Con i bulletti, con i miei genitori, con i professori che volevano motivarmi, con qualunque capoufficio o superiore, con la società intera e con tutte quelle persone che hanno provato, negli anni, a distillare, a spremere, a tirare fuori qualsiasi cosa da me, io sono stato una saracinesca di orgoglio adamantino, sono stato orgoglioso in un modo abnorme, perché non ho permesso a nessuno di fare niente con me, tranne quando era proprio inevitabile. Io ho passato i miei primi trent’anni a dire a tutte le forme di vita senzienti che ho incontrato (cioè a non-dire, sperando che lo capissero da soli, perché non mi sarei mai abbassato a spiegarglielo): se otterrete qualcosa da me, sarà per necessità, sarà solo per questioni di causa-effetto che io non posso controllare, ma offrirvi la mia sincera partecipazione e tutto quello che occorre per realizzare tra me e voi un vero scambio costruttivo di umani significati, cazzo, questo no, questo è troppo fottutamente prezioso e non voglio sprecarlo con voi, sarebbe come tenere una lectio magistralis alle formiche.

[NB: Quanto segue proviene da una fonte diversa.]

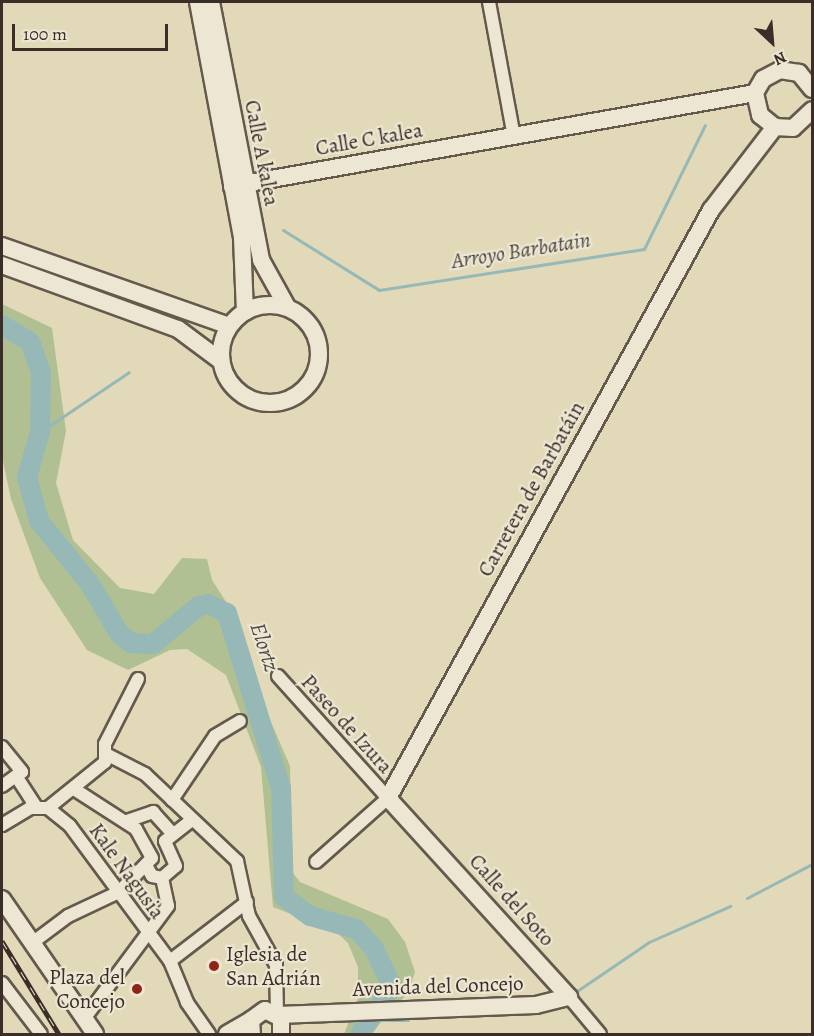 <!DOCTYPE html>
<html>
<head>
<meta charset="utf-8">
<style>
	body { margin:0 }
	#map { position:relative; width:814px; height:1036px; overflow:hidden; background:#e2d9b9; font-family:Alegreya,serif }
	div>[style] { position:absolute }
	.green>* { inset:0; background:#b0c092 }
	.stream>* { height:3px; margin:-1.5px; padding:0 1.5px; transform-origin:1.5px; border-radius:1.5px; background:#96b9b7 }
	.river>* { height:20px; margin:-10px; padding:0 10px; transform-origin:10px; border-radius:10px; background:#96b9b7 }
	.roads { filter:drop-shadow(2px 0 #65594d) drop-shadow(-2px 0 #65594d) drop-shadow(0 2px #65594d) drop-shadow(0 -2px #65594d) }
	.street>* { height:12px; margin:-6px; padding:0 6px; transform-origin:6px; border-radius:6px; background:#ece6d2 }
	.secondary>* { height:16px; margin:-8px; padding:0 8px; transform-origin:8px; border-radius:8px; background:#ece6d2 }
	.secondary>.ring { margin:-8px; padding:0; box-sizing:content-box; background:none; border:16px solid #ece6d2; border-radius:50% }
	.rail>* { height:5px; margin-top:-2.5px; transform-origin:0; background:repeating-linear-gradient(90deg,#ece6d2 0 9px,#3b2e29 0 18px); box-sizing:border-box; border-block:2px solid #3b2e29 }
	.dots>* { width:16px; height:16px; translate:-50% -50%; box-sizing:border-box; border:3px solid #ece6d2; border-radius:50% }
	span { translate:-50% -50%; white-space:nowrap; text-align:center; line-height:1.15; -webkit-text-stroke:4.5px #ece6d2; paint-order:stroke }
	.street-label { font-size:21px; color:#3b2e29 }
	.poi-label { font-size:21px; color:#3b2e29 }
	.left { translate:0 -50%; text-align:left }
	.right { translate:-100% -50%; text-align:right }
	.water-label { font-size:22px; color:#4d4a45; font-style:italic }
	.frame { position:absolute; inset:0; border:3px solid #3b2e29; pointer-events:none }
	.north { position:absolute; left:742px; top:12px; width:60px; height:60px; -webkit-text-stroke:4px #ece6d2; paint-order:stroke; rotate:154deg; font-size:16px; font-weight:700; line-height:24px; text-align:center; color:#3b2e29 }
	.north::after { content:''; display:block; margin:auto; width:21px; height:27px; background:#3b2e29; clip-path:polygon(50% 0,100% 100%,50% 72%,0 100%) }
	.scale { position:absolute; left:12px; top:24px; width:156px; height:27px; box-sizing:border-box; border:3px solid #3b2e29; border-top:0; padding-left:8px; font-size:18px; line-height:21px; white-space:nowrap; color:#3b2e29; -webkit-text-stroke:4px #ece6d2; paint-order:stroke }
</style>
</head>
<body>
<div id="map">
	<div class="green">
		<i style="clip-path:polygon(2px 304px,52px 328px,66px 431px,56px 483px,73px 540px,120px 588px,154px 594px,182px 558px,207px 559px,212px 580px,241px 625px,268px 715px,290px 766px,293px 873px,300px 882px,388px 919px,405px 942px,415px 972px,408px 993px,370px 1034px,344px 1034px,358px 998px,358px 967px,348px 943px,335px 931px,273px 907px,261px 767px,226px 675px,187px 649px,170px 650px,128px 670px,87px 650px,40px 578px,11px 499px,3px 461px)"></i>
	</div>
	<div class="stream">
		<i style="left:283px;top:230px;width:113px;rotate:32deg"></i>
		<i style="left:379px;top:290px;width:268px;rotate:-8.8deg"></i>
		<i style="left:644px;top:249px;width:138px;rotate:-63.8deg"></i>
		<i style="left:40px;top:432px;width:107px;rotate:-34deg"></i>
		<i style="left:747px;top:898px;width:73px;rotate:-27.6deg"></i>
		<i style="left:577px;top:991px;width:87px;rotate:-34.2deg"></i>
		<i style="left:649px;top:942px;width:89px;rotate:-24deg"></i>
		<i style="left:370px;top:1020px;width:38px"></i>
	</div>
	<div class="river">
		<i style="left:2px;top:325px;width:33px;rotate:31deg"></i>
		<i style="left:30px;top:342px;width:33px;rotate:70deg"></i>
		<i style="left:41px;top:373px;width:59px;rotate:91deg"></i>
		<i style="left:40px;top:432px;width:47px;rotate:106.1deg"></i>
		<i style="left:27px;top:477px;width:46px;rotate:74.7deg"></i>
		<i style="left:39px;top:521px;width:81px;rotate:51deg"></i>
		<i style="left:90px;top:584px;width:57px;rotate:59.4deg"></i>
		<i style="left:119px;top:633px;width:16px;rotate:40deg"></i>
		<i style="left:131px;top:643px;width:22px;rotate:3deg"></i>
		<i style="left:153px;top:644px;width:60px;rotate:-39.6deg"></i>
		<i style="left:199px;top:606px;width:10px;rotate:-11deg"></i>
		<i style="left:209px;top:604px;width:20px;rotate:27deg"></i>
		<i style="left:227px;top:613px;width:183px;rotate:72.9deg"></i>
		<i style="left:281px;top:788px;width:109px;rotate:88.4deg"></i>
		<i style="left:284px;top:897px;width:32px;rotate:36deg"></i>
		<i style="left:310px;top:916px;width:48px;rotate:15.8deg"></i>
		<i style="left:356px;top:929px;width:25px;rotate:47deg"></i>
		<i style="left:373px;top:947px;width:39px;rotate:64deg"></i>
		<i style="left:390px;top:982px;width:13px;rotate:103deg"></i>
		<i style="left:387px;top:995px;width:47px;rotate:124.7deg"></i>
	</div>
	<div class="roads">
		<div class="street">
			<i style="left:489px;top:2px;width:137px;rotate:79.5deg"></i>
			<i style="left:278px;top:676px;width:164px;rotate:48deg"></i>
			<i style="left:388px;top:798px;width:96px;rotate:138.4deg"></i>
			<i style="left:2px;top:747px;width:32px;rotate:51deg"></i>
			<i style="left:22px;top:772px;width:7px;rotate:146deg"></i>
			<i style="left:16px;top:776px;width:38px;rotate:57deg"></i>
			<i style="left:106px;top:754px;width:44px;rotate:27.1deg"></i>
			<i style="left:145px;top:774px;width:127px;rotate:43.4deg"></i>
			<i style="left:237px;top:861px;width:56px;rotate:77.7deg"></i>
			<i style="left:249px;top:916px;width:56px;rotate:61.1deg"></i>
			<i style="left:276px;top:965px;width:48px;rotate:88.8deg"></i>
			<i style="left:2px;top:786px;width:17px;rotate:-36deg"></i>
			<i style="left:172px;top:800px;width:77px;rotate:-56.1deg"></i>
			<i style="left:215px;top:736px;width:29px;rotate:-31deg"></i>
			<i style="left:48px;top:808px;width:28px;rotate:39deg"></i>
			<i style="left:70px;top:826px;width:168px;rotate:53.5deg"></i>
			<i style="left:127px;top:821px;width:28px;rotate:-19deg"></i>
			<i style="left:153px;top:812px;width:28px;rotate:48deg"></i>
			<i style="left:2px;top:825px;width:33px;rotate:-31deg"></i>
			<i style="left:30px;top:808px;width:18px"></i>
			<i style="left:48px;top:808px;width:73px;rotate:-38.9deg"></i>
			<i style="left:105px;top:762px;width:18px;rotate:-90deg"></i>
			<i style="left:105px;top:744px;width:73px;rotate:-63.1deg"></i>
			<i style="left:147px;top:867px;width:10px;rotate:61deg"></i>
			<i style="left:152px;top:876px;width:10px;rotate:11deg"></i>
			<i style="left:162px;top:878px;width:18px;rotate:-41deg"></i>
			<i style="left:176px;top:866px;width:27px;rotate:-114deg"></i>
			<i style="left:165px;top:841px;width:34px;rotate:-38deg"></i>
			<i style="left:32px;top:943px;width:45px;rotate:-36.9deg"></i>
			<i style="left:68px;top:916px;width:56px;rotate:-25.2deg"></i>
			<i style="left:119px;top:892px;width:47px;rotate:-45.9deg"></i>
			<i style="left:152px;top:858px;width:33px;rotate:-119deg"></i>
			<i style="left:136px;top:829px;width:74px;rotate:-147.2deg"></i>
			<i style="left:2px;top:983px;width:64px;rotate:52.6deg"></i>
			<i style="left:569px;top:997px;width:48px;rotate:50deg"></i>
			<i style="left:84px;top:1019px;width:141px;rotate:-53.4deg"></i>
			<i style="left:168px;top:906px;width:29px;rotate:-102deg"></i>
			<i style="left:209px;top:1034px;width:39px;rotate:-125deg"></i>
			<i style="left:187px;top:1002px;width:44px;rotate:-112.5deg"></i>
			<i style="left:170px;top:961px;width:97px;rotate:-37.5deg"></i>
		</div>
		<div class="secondary">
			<i style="left:198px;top:2px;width:240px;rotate:79.4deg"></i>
			<i style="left:242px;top:238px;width:74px;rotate:87.7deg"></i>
			<i style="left:211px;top:2px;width:263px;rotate:79deg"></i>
			<i style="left:261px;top:260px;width:54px;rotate:61deg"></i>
			<i style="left:812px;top:89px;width:21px;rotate:-129deg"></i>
			<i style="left:799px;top:73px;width:19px;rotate:-171deg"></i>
			<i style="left:780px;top:70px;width:19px;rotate:152deg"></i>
			<i style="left:763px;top:79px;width:16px;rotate:120deg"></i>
			<i style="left:755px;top:93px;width:23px;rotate:77deg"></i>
			<i style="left:760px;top:115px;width:19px;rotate:39deg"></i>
			<i style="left:775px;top:127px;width:18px;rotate:3deg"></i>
			<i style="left:793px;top:128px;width:26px;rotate:-43deg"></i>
			<i style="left:232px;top:186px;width:531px;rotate:-10.08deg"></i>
			<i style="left:2px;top:246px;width:241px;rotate:19.4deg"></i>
			<i style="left:2px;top:265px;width:187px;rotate:20deg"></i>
			<i style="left:178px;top:329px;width:54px;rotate:36.7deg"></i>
			<i class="ring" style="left:221px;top:305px;width:82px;height:82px"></i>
			<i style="left:2px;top:899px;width:164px;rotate:55.4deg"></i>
			<i style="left:278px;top:1015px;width:258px;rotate:-2.2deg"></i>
			<i style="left:536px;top:1005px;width:34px;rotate:-14deg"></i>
			<i style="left:569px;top:997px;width:269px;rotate:-132.3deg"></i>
			<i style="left:388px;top:798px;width:671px;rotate:-61.22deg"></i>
			<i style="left:711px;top:210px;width:105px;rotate:-52.4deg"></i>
			<i style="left:227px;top:1034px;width:28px;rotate:-30deg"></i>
			<i style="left:252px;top:1034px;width:14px;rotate:-94deg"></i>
			<i style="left:251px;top:1020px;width:17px;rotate:-36deg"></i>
			<i style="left:265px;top:1010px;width:18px;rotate:27deg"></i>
			<i style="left:281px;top:1018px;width:16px;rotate:90deg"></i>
		</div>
	</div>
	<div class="rail">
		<i style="left:2px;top:941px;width:109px;rotate:58.5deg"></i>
	</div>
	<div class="dots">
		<i style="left:214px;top:966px;background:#8f2418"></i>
		<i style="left:137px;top:989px;background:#8f2418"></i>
	</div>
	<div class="street-label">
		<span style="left:369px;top:139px;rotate:-10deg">Calle C kalea</span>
		<span style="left:262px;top:153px;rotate:79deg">Calle A kalea</span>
		<span style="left:531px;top:489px;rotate:-61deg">Carretera de Barbatáin</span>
		<span style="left:347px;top:724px;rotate:48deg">Paseo de Izura</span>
		<span style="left:127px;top:871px;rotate:54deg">Kale Nagusia</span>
		<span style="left:512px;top:900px;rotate:48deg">Calle del Soto</span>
		<span style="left:438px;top:986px;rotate:-2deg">Avenida del Concejo</span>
	</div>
	<div class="poi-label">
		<span class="left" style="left:226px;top:966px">Iglesia de<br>San Adrián</span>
		<span class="right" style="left:125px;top:989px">Plaza del<br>Concejo</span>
	</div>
	<div class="water-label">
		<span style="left:521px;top:251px;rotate:-9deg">Arroyo Barbatain</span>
		<span style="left:264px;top:647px;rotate:72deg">Elortz</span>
	</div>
	<div class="frame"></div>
	<div class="north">N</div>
	<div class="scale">100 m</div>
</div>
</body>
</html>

Io non vi ho mai autorizzati a pretendere qualcosa da me, non posso svendermi solo perché qualcuno dice che la società è competitiva e che bisogna dimostrare quanto si vale, oppure perché uno qualunque di voi arriva e mi lancia un’esca emotiva per costringermi a fare qualcosa. Tu pensi davvero che io sia un idiota qualunque che cede subito appena gli si fa leva sull'orgoglio? Secondo te, quanta voglia ho di stare al tuo gioco e di farti contento?
Sul serio, non vi rendete conto di quanto non mi interessi se siete in buona fede, se avete davvero ragione e se questo qualcosa che volete tirarmi fuori potrebbe fare bene a me e voi: io non faccio proprio un cazzo di niente, piuttosto mi chiudo come un riccio solipsistico e passo la vita a protestare con lo sciopero della volontà. Non starò mai al vostro gioco di società, non vi concederò un’unghia di vera partecipazione, almeno finchè non smetterete di pretendere in questo modo che io lo faccia.
Se mi lascerete in pace, se mi risparmierete le vostre convinzioni e convenzioni sociali del cazzo, se mi tratterete come un’anima indipendente che non è assolutamente tenuta a conformarsi alle vostre stronzate, allora forse i vostri giudizi torneranno a contare qualcosa.
E insomma, è complicato spiegare come ci sono arrivato, ma finalmente adesso ho davvero la misura di quanta vita ho dedicato ad essere stupido, nonchè di quanto sia stato quasi sempre questo mio orgoglio a determinare le mie scelte. È stato lui, non è stata la mia volontà, c'era lui a tirare i fili, adesso lo so, e non mi interessa se il mio orgoglio è pur sempre roba mia: il bastardo non dovrà mai più azzardarsi a scegliere per me.
Sono troppo orgoglioso per permetterglielo.